Oosterweel: ook een plan voor nieuwe democratie?

Filip De Rynck
opinie
In deze column in De Morgen (17 maart 2017) reflecteert Filip De Rynck - die binnen CSI Flanders de relatie tussen middenveld en overheid onderzoekt - over de potentiële betekenis van het Oosterweelakkoord voor bestuurlijke en democratische vernieuwing in Vlaanderen.

Elk artikel over Oosterweel is een risico. Vaak leidt de uitwerking van zo’n kaderakkoord tot weer een nieuwe ronde complexiteit die toont dat niet iedereen hetzelfde heeft gelezen. Soms zit de nieuwe weerstand trouwens binnen de overheid zelf, zoals ook blijkt uit dossiers zoals Uplace en uit de reactie van het gemeentebestuur van Zwijndrecht.

Het akkoord is zeker historisch, voor dit dossier en in Antwerpen. Maar is dit ook de eerste zwaluw die de nieuwe lente van de democratie in Vlaanderen inluidt? Jarenlang zijn de Antwerpse actiegroepen door de verkozen politici weggezet als niet verkozen en dus niet democratisch. Nu vallen politici en actiegroepen elkaar net niet in de armen. Dat politici aanvaarden dat verkiezingen niet de enige bron van legitimiteit zijn en door rechtstreekse onderhandelingen erkennen dat actiegroepen evenzeer legitimiteit inbrengen, dat is nieuw. Het toont aan dat representatieve democratie en participatieve democratie niet tegen elkaar moeten worden uitgespeeld maar in elkaar verweven kunnen worden. 

Het vergde wel de aanstelling van een intendant om die bruggen te bouwen. De intendant zelf was niet minder dan de laatste kans. Het heeft voor een bereidheid tot onderhandelen gezorgd. Nu of nooit en met het doembeeld van de lokale verkiezingen was de tijd eindelijk rijp om te oogsten. En dan moest het nog een intendant zijn die zich hier met risico op lijf en leden in wilde storten. Het hielp ook dat meer dan 75.000 handtekeningen in een kast lagen te grommen en dat de Raad van State de overheid met haar eigen doolhof van procedures confronteerde.

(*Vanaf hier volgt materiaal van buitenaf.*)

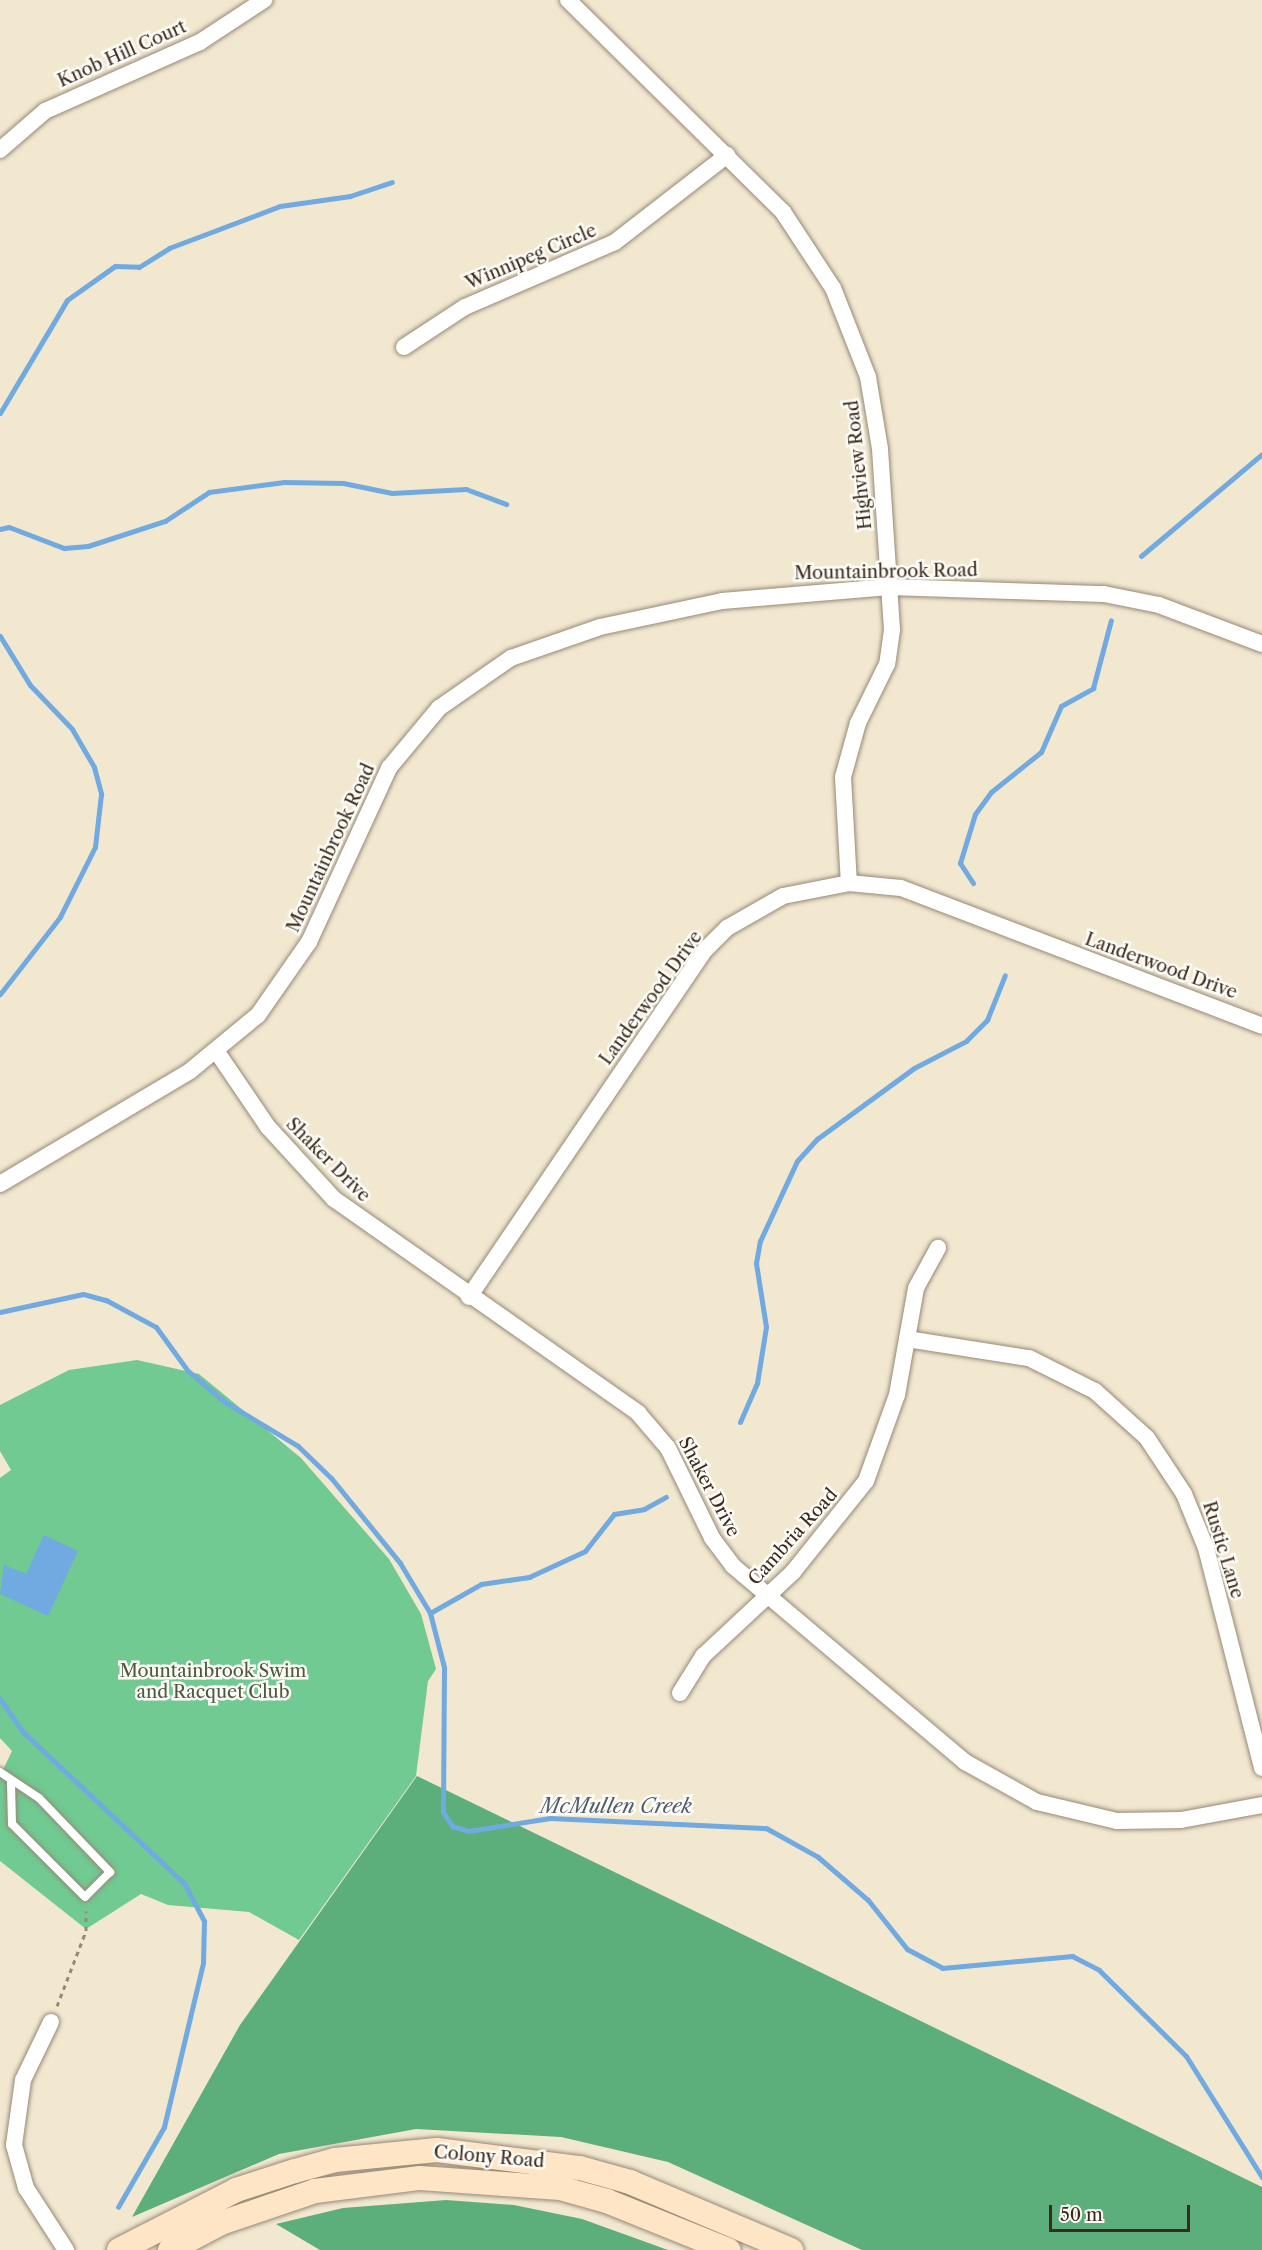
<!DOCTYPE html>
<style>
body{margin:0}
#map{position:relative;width:1262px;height:2250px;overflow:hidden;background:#f2e8d0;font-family:"Libre Caslon Text",serif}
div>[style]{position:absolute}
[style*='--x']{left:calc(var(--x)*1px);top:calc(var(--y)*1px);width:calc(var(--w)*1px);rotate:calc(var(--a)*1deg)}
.green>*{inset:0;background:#70ca91}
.forest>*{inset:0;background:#5cae7b}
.water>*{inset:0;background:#71aae1}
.stream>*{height:5px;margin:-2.5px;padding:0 2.5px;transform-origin:2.5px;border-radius:2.5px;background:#71aae1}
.path>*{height:3px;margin-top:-1.5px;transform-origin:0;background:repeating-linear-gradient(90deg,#968977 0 4.5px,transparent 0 9px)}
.roads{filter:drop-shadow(0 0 2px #968977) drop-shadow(0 0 2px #968977)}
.service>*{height:8px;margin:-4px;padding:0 4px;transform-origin:4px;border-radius:4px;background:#fff}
.minor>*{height:16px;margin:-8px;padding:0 8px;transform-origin:8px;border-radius:8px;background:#fff}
.secondary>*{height:24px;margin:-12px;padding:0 12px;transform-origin:12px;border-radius:12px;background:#fde5c5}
span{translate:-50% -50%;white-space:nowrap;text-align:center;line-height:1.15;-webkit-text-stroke:5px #fdfcf7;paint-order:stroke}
.street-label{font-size:18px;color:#3b2a1e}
.park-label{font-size:18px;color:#4b5a40}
.water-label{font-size:20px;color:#515d6c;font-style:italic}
.scale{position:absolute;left:1049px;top:2205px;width:141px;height:27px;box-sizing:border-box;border:3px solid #3b2a1e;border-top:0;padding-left:8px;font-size:18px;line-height:21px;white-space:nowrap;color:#3b2a1e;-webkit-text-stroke:4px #fdfcf7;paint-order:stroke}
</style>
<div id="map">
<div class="green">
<i style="clip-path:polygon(137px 1360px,199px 1374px,301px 1458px,389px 1559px,421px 1614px,436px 1669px,428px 1681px,416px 1776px,299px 1940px,249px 1912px,168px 1905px,141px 1894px,86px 1929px,0 1861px,0 1776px,12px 1751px,0 1738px,0 1478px,11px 1470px,0 1451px,0 1405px,69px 1370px)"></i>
</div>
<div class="forest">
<i style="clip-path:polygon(417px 1776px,1262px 2187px,1262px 2250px,862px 2250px,668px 2162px,561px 2137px,416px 2129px,279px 2154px,132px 2217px,240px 2025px)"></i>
<i style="clip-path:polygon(446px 2200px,514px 2205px,582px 2219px,668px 2250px,320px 2250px,276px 2224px,343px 2208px)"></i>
</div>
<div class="water">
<i style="clip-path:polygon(44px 1535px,78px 1551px,48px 1616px,0 1594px,4px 1565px,26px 1574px)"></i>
</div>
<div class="stream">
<i style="--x:0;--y:413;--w:131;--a:-59.3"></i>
<i style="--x:67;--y:300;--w:59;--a:-35.3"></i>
<i style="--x:115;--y:266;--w:24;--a:2"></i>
<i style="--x:139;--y:267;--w:36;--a:-32"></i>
<i style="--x:169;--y:248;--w:119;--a:-20.7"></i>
<i style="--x:280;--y:206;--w:71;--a:-8.1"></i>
<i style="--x:350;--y:196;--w:44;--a:-18.4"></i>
<i style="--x:0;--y:529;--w:9;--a:-13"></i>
<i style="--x:9;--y:527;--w:59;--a:20.9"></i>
<i style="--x:64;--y:548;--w:24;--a:-5"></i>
<i style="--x:88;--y:546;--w:81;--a:-18"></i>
<i style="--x:165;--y:521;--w:53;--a:-33.4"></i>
<i style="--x:209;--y:492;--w:76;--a:-7.6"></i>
<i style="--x:284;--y:482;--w:59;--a:1"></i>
<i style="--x:343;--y:483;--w:50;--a:11.5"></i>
<i style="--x:392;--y:493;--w:74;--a:-3.1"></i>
<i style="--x:466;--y:489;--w:43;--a:20.6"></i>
<i style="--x:1141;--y:556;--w:158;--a:-40.1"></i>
<i style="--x:0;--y:636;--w:57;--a:58.5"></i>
<i style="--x:30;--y:685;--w:61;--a:46.3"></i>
<i style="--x:72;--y:729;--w:44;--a:59.9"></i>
<i style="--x:94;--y:767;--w:28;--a:75"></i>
<i style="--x:101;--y:794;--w:53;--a:96.5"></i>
<i style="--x:95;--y:847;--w:78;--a:116.6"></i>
<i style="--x:60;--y:917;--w:98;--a:127.9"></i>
<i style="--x:973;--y:883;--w:24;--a:-123"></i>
<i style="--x:960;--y:863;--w:51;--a:-73"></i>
<i style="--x:975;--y:814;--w:27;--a:-54"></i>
<i style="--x:991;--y:792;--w:64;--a:-38.7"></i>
<i style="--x:1041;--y:752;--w:50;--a:-66.5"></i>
<i style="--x:1061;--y:706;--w:37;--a:-29"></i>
<i style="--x:1093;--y:688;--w:70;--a:-75.2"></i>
<i style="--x:0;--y:1312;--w:85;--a:-12.2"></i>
<i style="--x:83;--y:1294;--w:24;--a:15"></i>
<i style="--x:106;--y:1300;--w:57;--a:28.4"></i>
<i style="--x:156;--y:1327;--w:54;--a:54"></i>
<i style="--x:188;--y:1371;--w:48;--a:40"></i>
<i style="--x:225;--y:1402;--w:85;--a:31.1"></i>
<i style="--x:298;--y:1446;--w:47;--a:44.1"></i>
<i style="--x:332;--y:1479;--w:108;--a:51"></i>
<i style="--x:400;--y:1563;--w:58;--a:59"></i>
<i style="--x:430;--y:1613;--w:56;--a:75.5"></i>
<i style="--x:444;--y:1667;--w:145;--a:90.4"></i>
<i style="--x:443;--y:1812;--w:17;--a:57"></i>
<i style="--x:452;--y:1826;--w:17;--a:17"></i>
<i style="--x:468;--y:1831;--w:83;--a:-9"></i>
<i style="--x:550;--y:1818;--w:216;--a:2.7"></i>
<i style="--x:766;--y:1828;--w:60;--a:29.1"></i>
<i style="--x:818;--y:1857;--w:66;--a:40.7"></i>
<i style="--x:868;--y:1900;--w:63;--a:51.5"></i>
<i style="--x:907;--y:1949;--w:40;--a:28"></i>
<i style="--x:942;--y:1968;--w:131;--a:-5.3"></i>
<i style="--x:1072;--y:1956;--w:30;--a:27"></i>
<i style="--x:1099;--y:1970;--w:122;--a:44.7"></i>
<i style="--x:1186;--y:2056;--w:143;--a:57.9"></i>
<i style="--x:740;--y:1422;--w:43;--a:-66.4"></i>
<i style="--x:757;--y:1383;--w:57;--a:-80.9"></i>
<i style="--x:766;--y:1327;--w:65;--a:-98.9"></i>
<i style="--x:756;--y:1263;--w:22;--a:-80"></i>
<i style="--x:760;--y:1241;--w:88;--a:-65.2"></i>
<i style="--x:797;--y:1161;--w:30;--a:-48"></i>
<i style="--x:817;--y:1139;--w:120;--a:-36.2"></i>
<i style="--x:914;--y:1068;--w:59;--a:-27.4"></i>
<i style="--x:966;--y:1041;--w:30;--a:-45"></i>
<i style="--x:987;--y:1020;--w:48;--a:-68.2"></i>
<i style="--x:430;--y:1613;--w:59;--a:-29.6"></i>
<i style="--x:481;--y:1584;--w:49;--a:-8.3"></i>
<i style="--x:529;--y:1577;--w:62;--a:-24.9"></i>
<i style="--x:585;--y:1551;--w:47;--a:-51.9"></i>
<i style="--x:614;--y:1514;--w:30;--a:-9"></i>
<i style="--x:644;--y:1509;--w:25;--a:-29"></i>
<i style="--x:0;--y:1699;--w:40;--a:55.1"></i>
<i style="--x:23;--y:1732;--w:221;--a:43.2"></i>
<i style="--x:184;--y:1883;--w:43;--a:62.2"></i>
<i style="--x:204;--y:1921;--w:42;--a:91.4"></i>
<i style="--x:203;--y:1963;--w:169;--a:103.4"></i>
<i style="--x:164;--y:2127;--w:92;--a:119.9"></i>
</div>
<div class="path">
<i style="--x:57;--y:2006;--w:80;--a:-68.9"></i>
<i style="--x:86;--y:1931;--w:20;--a:-90"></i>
</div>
<div class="roads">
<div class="service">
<i style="--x:0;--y:1772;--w:47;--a:33.7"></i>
<i style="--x:39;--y:1798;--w:103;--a:46.2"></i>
<i style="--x:110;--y:1872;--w:35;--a:135"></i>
<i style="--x:85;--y:1897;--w:103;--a:-135"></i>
<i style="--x:12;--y:1824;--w:42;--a:-91.4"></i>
</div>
<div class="minor">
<i style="--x:568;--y:0;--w:302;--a:44.6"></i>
<i style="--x:783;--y:212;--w:91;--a:56.7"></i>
<i style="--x:833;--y:288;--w:96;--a:68.5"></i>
<i style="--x:868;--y:377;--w:73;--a:80.5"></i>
<i style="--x:880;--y:449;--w:181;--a:86.2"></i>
<i style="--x:892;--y:630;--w:34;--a:98"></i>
<i style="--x:887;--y:664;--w:66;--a:116.2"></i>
<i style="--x:858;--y:723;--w:56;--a:105.5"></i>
<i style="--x:843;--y:777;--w:106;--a:86.8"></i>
<i style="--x:0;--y:150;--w:60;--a:-40.9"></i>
<i style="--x:45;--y:111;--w:170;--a:-24"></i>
<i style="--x:200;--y:42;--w:77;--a:-33.3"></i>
<i style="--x:404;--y:347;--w:73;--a:-33.3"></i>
<i style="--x:465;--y:307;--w:163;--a:-23.4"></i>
<i style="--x:615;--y:242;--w:142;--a:-37.8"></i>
<i style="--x:217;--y:1052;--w:91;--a:55.8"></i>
<i style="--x:268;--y:1127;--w:98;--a:47.5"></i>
<i style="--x:334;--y:1199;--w:372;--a:35.1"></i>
<i style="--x:638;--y:1413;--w:46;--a:49.4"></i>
<i style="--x:668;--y:1448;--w:100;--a:63.9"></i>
<i style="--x:712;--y:1538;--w:35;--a:53"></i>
<i style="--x:733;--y:1566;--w:304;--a:40.2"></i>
<i style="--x:965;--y:1762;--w:82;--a:29.1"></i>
<i style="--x:1037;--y:1802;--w:82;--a:13.4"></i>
<i style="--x:1117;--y:1821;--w:64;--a:-0.9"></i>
<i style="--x:1181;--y:1820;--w:82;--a:-10.5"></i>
<i style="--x:0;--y:1184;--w:221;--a:-30.7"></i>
<i style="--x:190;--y:1071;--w:88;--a:-39.5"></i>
<i style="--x:258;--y:1015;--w:89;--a:-55.1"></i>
<i style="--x:309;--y:942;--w:192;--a:-65.3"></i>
<i style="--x:389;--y:768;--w:78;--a:-50.2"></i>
<i style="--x:439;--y:708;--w:88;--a:-34.8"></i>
<i style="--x:511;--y:658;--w:94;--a:-19.2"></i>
<i style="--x:600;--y:627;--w:125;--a:-12"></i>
<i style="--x:722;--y:601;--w:168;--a:-4.8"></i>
<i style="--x:889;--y:587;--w:215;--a:1.9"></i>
<i style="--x:1104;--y:594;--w:56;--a:11.3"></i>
<i style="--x:1159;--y:605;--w:110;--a:20.7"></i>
<i style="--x:469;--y:1297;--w:420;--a:-55.8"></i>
<i style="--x:705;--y:950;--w:31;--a:-45"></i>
<i style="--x:727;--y:928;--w:64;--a:-29.7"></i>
<i style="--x:783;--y:896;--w:67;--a:-11.1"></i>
<i style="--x:849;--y:883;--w:52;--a:5.5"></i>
<i style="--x:901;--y:888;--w:386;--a:20.9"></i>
<i style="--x:907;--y:1339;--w:123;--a:8.9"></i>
<i style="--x:1029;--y:1358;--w:74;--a:26.6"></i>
<i style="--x:1095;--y:1391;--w:70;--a:42.1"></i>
<i style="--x:1147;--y:1438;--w:67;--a:56.5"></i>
<i style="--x:1184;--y:1494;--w:58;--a:67.8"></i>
<i style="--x:1206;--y:1548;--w:227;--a:75.7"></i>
<i style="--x:680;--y:1693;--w:44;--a:-58.1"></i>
<i style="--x:703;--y:1656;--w:123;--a:-43"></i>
<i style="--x:793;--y:1572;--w:117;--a:-51.3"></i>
<i style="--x:866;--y:1481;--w:91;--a:-70.2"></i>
<i style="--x:897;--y:1395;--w:109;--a:-79.9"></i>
<i style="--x:916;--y:1288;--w:46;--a:-61.2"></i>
<i style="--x:51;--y:2022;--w:64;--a:115.8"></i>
<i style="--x:23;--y:2080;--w:66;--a:97.9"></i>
<i style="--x:14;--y:2145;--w:45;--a:74.4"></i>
<i style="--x:26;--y:2188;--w:74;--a:57.2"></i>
</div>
<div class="secondary">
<i style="--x:119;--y:2250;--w:131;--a:-27.1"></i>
<i style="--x:236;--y:2190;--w:62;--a:-17.9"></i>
<i style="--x:295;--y:2171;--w:41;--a:-15.4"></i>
<i style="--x:335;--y:2160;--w:102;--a:-5.6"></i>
<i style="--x:437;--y:2150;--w:144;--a:7.2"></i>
<i style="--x:580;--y:2168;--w:52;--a:15.6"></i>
<i style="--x:630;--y:2182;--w:175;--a:22.9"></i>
<i style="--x:170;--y:2250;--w:58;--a:-27.9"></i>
<i style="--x:221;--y:2223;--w:99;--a:-18.8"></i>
<i style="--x:315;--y:2191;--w:106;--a:-7.1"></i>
<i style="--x:420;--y:2178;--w:140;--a:4.1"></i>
<i style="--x:560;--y:2188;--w:49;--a:15.5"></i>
<i style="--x:607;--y:2201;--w:131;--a:22"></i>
</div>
</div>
<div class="street-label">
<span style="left:122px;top:54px;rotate:-24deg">Knob Hill Court</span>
<span style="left:531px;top:257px;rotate:-23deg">Winnipeg Circle</span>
<span style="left:859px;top:465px;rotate:-96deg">Highview Road</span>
<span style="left:886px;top:572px;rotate:-1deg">Mountainbrook Road</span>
<span style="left:331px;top:848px;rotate:-65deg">Mountainbrook Road</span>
<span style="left:1161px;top:966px;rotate:20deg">Landerwood Drive</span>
<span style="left:651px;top:998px;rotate:-54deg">Landerwood Drive</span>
<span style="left:328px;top:1160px;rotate:45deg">Shaker Drive</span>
<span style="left:709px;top:1487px;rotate:62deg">Shaker Drive</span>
<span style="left:793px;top:1537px;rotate:-48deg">Cambria Road</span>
<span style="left:1223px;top:1550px;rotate:73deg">Rustic Lane</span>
<span style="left:489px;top:2157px;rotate:5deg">Colony Road</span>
</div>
<div class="park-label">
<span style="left:213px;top:1682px">Mountainbrook Swim<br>and Racquet Club</span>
</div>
<div class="water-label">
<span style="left:616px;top:1806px">McMullen Creek</span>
</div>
<div class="scale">50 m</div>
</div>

Antwerpen als laboratorium

De actiegroepen in Antwerpen zijn redelijk uniek. Ze zijn de erfgenamen van een lange Antwerpse traditie van bewonersbewegingen die een actieve rol spelen in de stadsontwikkeling. De actiegroepen bestaan nu zelf al lang, atypisch voor door burgers gedragen acties. Politici met hun plannen kwamen en gingen, maar de actiegroepen bleven. Respect voor en hulde aan mensen die een groot deel van hun leven opofferen aan wegen, bruggen en procedures … Ik zie het mezelf niet doen. 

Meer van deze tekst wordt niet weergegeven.